TASK GOAL: Report every line from the material that contains the word "minor".

(INPUT begins)

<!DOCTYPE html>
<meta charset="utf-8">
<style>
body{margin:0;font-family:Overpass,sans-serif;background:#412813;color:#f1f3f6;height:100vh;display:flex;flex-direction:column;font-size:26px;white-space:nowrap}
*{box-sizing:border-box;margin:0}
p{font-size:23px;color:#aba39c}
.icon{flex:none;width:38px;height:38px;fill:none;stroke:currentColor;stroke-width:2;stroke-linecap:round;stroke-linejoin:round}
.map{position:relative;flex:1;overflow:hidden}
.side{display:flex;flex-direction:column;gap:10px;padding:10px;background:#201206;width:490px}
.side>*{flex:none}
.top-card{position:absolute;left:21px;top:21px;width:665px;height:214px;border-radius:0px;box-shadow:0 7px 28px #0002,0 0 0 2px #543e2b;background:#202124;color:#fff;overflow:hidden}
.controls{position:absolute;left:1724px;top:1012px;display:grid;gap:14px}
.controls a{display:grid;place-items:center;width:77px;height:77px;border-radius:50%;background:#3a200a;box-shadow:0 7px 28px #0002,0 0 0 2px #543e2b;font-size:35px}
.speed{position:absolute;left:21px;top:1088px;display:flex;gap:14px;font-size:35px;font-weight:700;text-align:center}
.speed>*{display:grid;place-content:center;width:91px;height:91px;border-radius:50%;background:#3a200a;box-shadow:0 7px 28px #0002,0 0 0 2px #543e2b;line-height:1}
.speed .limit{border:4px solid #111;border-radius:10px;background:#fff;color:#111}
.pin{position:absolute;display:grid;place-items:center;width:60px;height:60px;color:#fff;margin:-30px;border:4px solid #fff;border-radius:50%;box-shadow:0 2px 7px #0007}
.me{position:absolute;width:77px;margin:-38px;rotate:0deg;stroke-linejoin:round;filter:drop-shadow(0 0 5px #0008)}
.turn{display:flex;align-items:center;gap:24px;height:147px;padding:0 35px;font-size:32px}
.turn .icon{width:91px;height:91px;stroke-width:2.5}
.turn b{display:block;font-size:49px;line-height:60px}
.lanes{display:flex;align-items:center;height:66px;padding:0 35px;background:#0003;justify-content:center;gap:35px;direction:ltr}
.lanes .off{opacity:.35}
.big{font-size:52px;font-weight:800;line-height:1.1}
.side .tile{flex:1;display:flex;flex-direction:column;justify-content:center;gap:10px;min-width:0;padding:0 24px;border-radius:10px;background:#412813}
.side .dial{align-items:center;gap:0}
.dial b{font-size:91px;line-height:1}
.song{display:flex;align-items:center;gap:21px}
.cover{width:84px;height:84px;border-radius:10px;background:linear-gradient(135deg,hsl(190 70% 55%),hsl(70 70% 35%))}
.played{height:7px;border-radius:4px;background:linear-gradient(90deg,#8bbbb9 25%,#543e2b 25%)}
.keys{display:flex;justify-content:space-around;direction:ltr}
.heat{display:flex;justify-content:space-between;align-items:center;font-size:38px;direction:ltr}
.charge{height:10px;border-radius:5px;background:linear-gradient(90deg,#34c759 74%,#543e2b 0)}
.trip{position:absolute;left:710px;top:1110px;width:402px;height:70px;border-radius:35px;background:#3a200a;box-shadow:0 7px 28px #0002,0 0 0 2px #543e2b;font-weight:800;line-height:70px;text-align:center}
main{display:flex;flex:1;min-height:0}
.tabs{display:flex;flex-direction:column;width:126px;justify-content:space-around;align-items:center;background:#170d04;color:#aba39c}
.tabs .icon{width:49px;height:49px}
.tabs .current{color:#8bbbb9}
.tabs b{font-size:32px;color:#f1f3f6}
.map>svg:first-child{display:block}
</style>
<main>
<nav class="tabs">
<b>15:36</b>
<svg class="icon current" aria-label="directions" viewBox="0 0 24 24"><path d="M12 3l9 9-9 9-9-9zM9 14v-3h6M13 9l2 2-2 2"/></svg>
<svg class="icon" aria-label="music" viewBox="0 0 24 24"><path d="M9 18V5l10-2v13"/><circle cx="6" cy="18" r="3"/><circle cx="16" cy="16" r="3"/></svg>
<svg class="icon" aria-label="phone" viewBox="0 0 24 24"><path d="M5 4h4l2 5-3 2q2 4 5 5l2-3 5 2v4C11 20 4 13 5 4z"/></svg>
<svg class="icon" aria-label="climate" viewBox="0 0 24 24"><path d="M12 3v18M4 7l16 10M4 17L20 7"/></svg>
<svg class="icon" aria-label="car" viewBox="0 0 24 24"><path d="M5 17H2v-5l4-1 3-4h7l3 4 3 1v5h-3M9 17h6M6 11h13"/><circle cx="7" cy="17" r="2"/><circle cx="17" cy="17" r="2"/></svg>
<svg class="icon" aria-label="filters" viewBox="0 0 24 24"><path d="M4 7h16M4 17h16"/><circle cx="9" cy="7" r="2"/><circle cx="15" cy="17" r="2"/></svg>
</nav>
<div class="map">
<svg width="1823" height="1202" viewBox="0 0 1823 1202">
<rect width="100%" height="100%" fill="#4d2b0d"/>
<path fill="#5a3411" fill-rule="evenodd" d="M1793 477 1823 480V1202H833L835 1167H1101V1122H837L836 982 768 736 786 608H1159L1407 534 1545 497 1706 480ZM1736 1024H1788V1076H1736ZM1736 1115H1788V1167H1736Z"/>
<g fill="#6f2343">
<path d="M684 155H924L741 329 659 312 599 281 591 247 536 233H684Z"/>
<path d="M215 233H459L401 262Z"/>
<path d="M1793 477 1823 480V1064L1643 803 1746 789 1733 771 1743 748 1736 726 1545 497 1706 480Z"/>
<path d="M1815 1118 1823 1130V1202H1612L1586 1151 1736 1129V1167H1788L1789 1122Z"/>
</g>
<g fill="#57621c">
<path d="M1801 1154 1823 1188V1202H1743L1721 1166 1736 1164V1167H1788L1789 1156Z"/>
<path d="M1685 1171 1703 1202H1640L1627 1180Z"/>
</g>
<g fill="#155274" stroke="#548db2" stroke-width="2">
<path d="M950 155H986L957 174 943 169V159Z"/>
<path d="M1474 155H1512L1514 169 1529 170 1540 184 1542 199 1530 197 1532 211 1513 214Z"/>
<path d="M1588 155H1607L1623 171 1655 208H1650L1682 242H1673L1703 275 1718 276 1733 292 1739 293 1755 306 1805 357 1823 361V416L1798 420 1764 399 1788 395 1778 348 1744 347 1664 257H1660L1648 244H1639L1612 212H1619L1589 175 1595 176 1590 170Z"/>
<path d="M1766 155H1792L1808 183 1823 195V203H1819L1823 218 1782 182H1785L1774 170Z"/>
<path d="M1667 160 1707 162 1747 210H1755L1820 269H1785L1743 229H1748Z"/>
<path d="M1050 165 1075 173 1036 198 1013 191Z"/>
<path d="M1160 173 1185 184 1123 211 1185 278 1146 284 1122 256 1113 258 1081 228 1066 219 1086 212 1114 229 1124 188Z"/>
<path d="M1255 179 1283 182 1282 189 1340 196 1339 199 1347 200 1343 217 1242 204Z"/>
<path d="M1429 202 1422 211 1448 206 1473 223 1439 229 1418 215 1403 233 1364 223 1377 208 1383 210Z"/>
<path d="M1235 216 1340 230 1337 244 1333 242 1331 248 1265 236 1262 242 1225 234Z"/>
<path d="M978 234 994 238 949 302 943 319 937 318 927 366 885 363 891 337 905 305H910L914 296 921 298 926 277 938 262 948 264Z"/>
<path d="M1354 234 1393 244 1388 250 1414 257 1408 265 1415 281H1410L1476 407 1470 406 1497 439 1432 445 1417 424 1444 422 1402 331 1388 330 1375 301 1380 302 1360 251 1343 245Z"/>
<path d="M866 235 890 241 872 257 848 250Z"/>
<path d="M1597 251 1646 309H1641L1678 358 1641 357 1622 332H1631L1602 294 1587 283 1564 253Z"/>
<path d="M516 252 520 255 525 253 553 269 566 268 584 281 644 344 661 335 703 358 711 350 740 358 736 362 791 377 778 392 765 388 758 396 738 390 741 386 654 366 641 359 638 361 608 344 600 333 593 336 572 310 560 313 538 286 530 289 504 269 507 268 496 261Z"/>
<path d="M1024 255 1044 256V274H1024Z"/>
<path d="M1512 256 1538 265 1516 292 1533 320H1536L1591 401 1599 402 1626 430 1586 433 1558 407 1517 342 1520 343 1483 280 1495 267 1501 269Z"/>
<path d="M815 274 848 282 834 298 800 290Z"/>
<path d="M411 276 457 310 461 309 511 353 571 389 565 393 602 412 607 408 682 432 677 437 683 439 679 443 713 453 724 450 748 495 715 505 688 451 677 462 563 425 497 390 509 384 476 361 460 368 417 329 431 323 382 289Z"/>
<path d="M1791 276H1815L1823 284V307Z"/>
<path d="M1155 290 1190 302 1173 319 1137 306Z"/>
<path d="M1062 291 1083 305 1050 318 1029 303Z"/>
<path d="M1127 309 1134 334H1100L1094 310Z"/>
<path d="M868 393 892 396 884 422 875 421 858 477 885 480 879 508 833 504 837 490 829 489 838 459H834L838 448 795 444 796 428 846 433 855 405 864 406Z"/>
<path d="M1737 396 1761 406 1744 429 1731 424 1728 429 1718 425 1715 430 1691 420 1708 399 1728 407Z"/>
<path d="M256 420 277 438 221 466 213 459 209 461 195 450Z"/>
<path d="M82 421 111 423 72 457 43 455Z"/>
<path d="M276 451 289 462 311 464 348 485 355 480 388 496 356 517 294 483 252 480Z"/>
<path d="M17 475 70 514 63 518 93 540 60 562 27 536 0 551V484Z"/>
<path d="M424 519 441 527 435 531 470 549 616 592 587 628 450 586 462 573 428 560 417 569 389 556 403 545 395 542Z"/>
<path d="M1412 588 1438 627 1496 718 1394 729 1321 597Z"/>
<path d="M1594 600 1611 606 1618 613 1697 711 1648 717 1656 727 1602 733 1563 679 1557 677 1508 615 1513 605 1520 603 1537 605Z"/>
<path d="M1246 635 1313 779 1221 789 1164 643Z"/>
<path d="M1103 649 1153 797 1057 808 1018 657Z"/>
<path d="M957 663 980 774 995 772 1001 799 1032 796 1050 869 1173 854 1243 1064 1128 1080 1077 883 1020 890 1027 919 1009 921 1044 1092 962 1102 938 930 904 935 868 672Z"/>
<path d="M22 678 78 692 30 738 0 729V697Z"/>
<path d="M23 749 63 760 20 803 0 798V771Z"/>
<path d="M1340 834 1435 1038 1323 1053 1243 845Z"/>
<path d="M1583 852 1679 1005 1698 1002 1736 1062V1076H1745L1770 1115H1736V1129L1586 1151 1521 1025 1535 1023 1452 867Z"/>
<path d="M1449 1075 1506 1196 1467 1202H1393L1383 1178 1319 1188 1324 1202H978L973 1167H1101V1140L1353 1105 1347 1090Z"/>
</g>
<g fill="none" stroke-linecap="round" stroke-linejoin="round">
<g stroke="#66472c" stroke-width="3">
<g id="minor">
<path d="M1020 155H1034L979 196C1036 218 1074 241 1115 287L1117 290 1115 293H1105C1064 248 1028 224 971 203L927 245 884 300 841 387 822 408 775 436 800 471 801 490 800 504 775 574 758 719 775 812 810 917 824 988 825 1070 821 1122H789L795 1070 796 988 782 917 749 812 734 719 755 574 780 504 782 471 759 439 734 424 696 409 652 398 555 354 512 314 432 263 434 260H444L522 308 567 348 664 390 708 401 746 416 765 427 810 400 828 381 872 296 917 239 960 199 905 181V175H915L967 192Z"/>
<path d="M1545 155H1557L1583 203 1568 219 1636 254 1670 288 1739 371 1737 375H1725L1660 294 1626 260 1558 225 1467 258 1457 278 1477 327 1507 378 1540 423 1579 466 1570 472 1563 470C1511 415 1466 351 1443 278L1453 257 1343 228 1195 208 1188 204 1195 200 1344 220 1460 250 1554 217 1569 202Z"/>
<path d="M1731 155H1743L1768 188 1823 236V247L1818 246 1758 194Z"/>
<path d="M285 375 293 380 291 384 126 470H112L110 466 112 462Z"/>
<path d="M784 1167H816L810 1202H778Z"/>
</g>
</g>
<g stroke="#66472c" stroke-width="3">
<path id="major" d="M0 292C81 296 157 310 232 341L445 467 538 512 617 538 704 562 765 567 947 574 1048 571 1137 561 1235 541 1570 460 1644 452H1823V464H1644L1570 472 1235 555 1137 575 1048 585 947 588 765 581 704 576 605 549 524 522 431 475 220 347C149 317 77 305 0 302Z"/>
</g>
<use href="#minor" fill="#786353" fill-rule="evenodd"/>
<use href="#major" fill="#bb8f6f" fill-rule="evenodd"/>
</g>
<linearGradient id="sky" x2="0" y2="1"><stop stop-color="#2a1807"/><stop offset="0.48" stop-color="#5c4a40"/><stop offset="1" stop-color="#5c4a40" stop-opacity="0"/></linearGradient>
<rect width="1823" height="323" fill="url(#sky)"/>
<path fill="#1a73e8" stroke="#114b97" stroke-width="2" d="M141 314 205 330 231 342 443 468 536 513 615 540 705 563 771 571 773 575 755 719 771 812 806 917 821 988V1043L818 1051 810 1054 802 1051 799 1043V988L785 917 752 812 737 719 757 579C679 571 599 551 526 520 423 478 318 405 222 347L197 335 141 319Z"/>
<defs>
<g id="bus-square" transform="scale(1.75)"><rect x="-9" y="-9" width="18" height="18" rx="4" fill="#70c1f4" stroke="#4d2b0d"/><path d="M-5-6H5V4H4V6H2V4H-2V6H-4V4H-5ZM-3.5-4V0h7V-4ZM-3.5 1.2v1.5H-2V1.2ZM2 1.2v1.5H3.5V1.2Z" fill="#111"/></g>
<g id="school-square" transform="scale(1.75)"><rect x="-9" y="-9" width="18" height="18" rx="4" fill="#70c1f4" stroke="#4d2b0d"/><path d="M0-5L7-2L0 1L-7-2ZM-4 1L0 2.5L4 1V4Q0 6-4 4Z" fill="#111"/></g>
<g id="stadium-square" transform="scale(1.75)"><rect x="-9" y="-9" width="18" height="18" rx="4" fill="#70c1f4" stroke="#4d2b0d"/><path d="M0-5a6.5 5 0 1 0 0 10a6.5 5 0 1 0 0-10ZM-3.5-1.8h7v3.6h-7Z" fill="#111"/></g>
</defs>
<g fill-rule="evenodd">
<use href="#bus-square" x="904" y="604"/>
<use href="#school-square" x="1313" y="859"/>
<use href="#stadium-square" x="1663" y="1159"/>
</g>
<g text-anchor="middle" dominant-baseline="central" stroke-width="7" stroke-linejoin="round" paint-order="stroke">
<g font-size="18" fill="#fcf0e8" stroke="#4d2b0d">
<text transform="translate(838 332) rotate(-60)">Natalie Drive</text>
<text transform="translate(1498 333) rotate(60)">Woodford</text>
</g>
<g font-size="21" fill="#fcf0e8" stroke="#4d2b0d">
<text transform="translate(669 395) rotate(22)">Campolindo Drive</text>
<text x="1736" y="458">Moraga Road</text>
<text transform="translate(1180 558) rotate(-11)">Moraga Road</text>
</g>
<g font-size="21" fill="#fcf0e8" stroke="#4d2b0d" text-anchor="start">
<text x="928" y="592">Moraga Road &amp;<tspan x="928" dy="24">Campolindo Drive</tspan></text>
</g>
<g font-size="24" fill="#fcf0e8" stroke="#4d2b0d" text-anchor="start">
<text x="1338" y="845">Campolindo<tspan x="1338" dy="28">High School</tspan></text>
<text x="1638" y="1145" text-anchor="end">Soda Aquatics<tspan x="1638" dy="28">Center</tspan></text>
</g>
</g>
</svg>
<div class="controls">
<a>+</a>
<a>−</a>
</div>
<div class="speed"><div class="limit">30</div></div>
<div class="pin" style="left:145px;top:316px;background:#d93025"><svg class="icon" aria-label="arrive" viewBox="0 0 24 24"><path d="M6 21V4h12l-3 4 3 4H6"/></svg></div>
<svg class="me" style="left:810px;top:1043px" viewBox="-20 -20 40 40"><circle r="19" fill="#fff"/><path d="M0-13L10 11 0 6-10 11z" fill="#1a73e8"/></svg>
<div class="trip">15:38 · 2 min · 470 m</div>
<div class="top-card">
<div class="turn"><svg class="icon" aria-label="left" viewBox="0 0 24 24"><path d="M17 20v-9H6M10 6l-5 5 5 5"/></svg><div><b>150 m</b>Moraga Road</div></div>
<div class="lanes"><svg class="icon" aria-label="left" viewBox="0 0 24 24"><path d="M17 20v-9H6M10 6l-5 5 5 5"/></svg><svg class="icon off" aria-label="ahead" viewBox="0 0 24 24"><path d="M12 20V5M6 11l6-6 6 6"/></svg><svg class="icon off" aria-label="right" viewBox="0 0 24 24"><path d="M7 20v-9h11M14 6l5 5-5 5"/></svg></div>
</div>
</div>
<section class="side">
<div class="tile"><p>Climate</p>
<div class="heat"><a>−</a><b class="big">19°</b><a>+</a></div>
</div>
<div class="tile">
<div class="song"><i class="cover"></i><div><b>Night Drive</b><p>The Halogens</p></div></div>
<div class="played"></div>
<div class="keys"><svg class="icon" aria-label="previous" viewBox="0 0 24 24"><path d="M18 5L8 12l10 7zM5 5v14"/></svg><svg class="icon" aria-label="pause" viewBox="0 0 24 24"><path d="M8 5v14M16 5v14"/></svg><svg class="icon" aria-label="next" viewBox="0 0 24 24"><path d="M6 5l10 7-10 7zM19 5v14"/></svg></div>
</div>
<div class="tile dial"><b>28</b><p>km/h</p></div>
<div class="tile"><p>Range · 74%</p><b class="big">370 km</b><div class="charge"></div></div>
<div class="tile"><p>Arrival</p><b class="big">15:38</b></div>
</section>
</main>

(INPUT ends)

OUTPUT FOR THIS TASK:
<g id="minor">
<use href="#minor" fill="#786353" fill-rule="evenodd"/>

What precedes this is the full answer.